Add multi-channel enh_asr for CHiME-4 #4706

YoshikiMas · 2022-10-11T10:13:47Z

This PR supports enh_asr on the 6-channel recordings of the CHiME-4 dataset.
It is based on a paper entitled "End-to-End Integration of Speech Recognition, Dereverberation, Beamforming, and Self-Supervised Learning Representation" accepted by SLT 2022.

TODO:

modify README.md with results and pretrained models

YoshikiMas · 2022-10-11T10:15:37Z

This PR also addresses this issue.

codecov · 2022-10-11T10:37:39Z

Codecov Report

Merging #4706 (bd1b363) into master (e9d583b) will not change coverage.
The diff coverage is n/a.

@@           Coverage Diff           @@
##           master    #4706   +/-   ##
=======================================
  Coverage   80.45%   80.45%           
=======================================
  Files         527      527           
  Lines       46215    46215           
=======================================
  Hits        37181    37181           
  Misses       9034     9034

Flag	Coverage Δ
test_integration_espnet1	`66.37% <ø> (ø)`
test_integration_espnet2	`49.06% <ø> (ø)`
test_python	`68.66% <ø> (ø)`
test_utils	`23.30% <ø> (ø)`

Flags with carried forward coverage won't be shown. Click here to find out more.

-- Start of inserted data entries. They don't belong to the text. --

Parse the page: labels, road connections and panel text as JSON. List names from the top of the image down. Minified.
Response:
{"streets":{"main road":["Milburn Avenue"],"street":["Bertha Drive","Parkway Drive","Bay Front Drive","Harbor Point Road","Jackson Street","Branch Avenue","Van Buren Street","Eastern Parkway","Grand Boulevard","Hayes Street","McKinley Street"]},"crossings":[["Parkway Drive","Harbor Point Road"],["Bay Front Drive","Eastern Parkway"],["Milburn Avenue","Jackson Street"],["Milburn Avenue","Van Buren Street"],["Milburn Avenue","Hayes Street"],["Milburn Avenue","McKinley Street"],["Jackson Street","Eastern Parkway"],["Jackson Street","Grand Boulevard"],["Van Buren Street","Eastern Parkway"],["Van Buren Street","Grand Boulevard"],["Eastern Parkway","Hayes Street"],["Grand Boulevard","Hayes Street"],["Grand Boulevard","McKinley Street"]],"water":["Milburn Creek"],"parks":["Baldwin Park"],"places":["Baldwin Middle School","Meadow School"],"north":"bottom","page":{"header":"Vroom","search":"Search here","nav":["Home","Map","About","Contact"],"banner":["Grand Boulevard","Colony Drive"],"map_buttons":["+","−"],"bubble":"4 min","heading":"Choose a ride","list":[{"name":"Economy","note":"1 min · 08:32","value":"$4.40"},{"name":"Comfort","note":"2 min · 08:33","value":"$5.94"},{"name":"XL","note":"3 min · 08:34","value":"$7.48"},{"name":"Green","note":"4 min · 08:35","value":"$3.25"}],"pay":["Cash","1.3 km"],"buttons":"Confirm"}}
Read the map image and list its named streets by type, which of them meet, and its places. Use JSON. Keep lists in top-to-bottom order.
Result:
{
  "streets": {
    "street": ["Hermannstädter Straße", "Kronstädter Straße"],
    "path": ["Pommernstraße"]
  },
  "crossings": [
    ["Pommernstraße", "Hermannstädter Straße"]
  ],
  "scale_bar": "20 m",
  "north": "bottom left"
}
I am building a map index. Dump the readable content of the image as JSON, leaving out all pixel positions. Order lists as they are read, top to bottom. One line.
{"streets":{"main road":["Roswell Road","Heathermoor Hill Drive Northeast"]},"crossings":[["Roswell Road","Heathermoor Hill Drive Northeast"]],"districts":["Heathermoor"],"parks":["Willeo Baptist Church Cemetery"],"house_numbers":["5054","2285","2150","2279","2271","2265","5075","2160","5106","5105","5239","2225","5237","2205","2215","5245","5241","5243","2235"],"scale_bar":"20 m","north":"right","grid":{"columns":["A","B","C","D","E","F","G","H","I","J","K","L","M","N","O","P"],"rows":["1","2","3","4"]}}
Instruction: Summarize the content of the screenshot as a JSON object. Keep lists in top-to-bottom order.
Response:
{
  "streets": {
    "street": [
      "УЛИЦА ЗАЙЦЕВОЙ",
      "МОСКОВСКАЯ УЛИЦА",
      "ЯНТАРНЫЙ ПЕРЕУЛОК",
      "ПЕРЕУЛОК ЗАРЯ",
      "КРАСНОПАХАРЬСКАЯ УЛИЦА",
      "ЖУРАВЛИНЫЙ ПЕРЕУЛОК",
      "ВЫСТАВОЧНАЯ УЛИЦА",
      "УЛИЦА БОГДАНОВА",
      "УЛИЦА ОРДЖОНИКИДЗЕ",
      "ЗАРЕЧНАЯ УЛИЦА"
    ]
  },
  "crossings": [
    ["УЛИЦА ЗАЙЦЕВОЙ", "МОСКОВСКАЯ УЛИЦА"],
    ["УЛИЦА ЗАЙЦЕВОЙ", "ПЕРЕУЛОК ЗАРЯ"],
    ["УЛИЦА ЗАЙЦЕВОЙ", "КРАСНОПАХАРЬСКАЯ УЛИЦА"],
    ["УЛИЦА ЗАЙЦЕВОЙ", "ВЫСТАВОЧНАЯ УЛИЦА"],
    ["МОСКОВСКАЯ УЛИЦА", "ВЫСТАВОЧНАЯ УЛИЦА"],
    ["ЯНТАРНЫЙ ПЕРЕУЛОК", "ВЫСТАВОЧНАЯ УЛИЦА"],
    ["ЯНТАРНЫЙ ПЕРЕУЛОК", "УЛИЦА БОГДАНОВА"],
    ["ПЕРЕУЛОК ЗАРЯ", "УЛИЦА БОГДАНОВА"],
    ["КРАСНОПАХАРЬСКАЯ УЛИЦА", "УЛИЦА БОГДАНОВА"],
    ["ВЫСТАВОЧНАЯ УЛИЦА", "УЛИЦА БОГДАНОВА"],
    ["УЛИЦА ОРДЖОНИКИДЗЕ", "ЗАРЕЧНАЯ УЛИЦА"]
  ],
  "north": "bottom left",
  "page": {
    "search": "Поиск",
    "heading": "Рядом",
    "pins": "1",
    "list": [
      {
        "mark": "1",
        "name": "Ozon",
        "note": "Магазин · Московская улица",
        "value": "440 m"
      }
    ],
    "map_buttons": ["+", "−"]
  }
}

📣 We’re building smart automated test selection to slash your CI/CD build times. Learn more

Emrys365 · 2022-10-13T16:29:11Z

egs2/chime4/enh_asr1/conf/tuning/train_enh_asr_wpd_init_noenhloss_wavlm_conformer.yaml

+    "../enh1/exp/enh_train_enh_beamformer_wpd_ci_sdr_shorttap_raw/valid.loss.best.pth:separator:enh_model.separator",
+    "../asr1/exp/asr_train_asr_conformer_wavlm2_raw_en_char/valid.acc.best.pth:frontend:s2t_model.frontend",
+    "../asr1/exp/asr_train_asr_conformer_wavlm2_raw_en_char/valid.acc.best.pth:preencoder:s2t_model.preencoder",
+    "../asr1/exp/asr_train_asr_conformer_wavlm2_raw_en_char/valid.acc.best.pth:encoder:s2t_model.encoder",
+    "../asr1/exp/asr_train_asr_conformer_wavlm2_raw_en_char/valid.acc.best.pth:ctc:s2t_model.ctc",
+    "../asr1/exp/asr_train_asr_conformer_wavlm2_raw_en_char/valid.acc.best.pth:decoder:s2t_model.decoder",


Could you also add configurations to obtain the models used here for initialization?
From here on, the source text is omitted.